Qualitative research has also assessed patients’ opinions on their surgeons’ involvement in reducing their anxiety. Interestingly, while patients do believe surgical teams should help them manage perioperative anxiety, they do not expect the surgeon to be primarily responsible for helping them cope; rather, they seem to prefer that surgeons focus more on the procedure itself and reduce anxiety by providing education and instilling confidence in their skill, while conveying empathy and optimism where possible.23 

Reducing perioperative anxiety through nonpharmacologic approaches, such as those described above, is an area of continued research as emerging evidence suggests tremendous potential to improve surgical outcomes and patient experiences in a meaningful way with low-risk therapeutic interventions.
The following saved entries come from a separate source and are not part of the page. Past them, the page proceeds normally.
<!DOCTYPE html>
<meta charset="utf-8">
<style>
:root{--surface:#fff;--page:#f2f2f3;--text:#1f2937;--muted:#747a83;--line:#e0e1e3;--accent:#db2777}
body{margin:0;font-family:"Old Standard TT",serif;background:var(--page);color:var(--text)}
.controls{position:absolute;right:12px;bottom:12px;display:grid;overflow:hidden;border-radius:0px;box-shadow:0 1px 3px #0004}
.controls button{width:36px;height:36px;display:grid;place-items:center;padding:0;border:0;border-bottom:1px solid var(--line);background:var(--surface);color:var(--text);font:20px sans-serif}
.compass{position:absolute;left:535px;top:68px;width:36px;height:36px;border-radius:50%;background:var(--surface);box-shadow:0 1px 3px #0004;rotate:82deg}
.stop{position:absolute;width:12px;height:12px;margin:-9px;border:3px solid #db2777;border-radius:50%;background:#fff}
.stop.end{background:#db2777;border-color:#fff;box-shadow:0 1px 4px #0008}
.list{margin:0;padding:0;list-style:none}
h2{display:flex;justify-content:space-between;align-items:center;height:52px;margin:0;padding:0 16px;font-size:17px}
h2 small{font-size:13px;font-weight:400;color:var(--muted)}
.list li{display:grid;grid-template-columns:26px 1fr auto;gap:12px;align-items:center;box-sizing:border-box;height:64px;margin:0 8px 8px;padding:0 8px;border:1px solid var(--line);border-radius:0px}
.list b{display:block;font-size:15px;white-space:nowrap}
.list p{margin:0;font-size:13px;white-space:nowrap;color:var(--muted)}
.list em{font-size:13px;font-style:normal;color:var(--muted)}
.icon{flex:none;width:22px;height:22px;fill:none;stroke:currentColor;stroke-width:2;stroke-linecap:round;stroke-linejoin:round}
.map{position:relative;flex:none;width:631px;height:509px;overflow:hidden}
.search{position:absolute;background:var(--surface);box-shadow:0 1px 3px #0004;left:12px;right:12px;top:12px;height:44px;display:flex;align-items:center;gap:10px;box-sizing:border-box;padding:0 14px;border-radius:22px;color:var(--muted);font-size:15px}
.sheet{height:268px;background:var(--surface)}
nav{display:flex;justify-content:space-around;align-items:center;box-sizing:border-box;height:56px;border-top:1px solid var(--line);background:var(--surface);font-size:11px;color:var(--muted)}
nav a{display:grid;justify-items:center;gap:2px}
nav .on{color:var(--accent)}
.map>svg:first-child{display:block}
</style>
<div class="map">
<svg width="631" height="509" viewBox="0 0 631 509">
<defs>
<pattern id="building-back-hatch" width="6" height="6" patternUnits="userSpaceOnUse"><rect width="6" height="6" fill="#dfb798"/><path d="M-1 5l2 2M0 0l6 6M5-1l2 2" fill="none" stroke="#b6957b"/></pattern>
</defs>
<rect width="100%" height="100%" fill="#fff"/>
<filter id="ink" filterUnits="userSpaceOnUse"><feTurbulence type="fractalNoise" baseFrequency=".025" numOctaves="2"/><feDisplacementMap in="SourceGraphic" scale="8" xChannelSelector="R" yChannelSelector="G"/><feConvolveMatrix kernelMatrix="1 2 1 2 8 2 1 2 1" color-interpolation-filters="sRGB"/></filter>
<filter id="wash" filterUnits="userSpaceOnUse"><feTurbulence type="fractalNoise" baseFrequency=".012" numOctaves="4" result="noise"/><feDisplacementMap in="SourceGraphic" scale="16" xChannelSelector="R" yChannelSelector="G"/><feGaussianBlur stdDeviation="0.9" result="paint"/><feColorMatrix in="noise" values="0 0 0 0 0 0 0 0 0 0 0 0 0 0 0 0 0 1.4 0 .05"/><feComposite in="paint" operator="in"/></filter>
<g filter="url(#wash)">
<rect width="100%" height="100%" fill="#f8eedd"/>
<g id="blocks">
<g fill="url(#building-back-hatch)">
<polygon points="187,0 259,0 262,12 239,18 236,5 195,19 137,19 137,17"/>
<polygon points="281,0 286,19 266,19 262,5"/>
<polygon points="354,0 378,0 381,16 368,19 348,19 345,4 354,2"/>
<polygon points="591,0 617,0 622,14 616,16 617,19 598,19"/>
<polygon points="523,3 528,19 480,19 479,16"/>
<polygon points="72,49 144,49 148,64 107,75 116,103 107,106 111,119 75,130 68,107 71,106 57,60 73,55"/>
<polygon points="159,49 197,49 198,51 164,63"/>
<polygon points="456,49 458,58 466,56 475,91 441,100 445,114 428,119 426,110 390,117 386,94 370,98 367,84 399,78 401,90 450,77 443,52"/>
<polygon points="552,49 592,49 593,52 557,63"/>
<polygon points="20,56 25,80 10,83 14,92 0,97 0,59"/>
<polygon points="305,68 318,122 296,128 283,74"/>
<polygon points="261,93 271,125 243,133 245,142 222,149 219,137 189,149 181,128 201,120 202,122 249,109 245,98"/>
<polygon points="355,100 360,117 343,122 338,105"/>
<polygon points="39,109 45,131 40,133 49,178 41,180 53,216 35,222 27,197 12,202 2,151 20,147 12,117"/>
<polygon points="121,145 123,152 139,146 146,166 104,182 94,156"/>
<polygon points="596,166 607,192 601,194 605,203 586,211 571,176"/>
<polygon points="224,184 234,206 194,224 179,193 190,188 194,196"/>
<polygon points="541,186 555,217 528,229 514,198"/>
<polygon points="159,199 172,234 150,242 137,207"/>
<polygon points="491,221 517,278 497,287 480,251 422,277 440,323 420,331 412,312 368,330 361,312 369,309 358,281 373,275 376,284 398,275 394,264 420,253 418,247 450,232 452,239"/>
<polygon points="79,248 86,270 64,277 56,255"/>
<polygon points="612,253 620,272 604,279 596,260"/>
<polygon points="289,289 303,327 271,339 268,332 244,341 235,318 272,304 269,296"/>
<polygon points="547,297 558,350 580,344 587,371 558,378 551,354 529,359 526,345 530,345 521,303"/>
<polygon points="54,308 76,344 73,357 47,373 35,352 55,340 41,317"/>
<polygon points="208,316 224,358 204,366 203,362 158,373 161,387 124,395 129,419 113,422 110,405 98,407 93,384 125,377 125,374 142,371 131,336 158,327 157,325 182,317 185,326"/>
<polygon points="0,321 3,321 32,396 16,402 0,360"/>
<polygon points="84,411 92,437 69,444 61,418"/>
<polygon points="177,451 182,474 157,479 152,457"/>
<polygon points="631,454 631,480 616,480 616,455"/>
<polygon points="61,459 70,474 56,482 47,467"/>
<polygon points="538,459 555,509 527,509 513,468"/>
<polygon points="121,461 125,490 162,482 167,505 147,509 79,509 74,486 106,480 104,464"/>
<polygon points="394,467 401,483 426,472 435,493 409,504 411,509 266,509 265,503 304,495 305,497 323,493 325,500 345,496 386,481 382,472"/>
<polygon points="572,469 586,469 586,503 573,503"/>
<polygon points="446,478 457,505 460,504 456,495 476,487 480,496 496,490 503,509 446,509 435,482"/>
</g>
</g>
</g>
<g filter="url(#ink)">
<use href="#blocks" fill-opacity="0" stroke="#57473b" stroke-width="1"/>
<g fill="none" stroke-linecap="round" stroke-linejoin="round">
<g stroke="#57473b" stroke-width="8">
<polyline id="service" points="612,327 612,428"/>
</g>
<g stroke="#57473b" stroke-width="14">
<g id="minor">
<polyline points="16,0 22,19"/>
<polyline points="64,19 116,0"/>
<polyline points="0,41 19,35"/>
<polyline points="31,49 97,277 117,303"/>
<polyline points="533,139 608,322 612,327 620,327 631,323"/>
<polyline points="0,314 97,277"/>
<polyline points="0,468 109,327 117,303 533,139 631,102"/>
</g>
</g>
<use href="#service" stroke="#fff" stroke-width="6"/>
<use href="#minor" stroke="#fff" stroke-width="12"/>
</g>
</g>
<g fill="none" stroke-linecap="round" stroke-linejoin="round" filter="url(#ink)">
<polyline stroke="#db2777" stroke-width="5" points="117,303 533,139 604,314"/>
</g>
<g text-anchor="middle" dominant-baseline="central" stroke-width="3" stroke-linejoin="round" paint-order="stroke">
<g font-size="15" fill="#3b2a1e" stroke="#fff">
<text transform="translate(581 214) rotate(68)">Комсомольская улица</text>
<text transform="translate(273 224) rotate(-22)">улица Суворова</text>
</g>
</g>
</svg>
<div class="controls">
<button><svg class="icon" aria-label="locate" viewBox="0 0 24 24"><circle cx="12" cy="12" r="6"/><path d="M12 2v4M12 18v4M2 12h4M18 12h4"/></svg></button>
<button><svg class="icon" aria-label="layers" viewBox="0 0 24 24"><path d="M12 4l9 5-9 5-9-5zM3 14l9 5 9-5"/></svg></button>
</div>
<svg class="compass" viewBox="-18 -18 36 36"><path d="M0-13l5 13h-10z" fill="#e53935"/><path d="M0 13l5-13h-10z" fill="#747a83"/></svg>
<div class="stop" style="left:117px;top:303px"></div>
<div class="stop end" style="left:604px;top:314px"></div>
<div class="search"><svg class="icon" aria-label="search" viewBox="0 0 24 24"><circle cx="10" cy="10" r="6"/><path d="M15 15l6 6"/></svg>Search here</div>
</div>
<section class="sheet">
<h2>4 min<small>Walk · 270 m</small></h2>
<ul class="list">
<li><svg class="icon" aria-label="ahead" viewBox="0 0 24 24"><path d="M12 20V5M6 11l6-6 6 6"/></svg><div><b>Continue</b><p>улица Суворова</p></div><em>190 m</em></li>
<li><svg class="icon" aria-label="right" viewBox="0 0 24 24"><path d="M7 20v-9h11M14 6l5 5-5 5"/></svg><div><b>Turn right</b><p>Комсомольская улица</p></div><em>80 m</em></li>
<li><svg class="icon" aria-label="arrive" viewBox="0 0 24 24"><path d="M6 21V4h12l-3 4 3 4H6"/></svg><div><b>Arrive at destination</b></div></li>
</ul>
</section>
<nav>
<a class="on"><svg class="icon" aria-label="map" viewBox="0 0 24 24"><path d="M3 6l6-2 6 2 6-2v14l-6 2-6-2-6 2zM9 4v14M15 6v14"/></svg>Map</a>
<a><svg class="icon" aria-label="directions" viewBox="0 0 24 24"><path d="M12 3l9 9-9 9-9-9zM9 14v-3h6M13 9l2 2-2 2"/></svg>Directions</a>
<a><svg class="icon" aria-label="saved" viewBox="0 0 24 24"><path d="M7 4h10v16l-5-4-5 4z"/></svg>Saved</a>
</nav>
Northwell Bariatric Surgery’s Patient-centered, Evidence-based Approach

The bariatric surgery team at North Shore and South Shore University Hospitals, Northwell Health, has implemented several innovative strategies aimed at reducing patients’ perioperative anxiety to improve outcomes. These practices are rooted in evidence from the literature and emphasize patient-centered care. In addition to preoperative meetings providing patients with individualized education and closed social media groups for patients to share their experiences, these programs have implemented guided imagery to address patients’ perioperative stress. Patients receive a link to user-friendly guided imagery meditation that incorporates music, positive affirmations, and relaxing images that help to promote a sense of well-being, instill positive thinking patterns, and support more restorative sleep leading up to surgery. Patients can access this guided imagery at their convenience, with the recommendation to use it once or twice daily for 20 to 40 minutes in the days before and after surgery. This practice is convenient and easy for patients to use, it is an evidence-based, low-risk, and cost-effective approach to alleviate perioperative anxiety, and improve surgical outcomes by reducing pain and analgesic requirements, and enhancing patient satisfaction. Feedback from patients indicate increased calm waiting to be brought into the operating room (OR) and at induction, better sleep before and after surgery, and continued use weeks after surgery.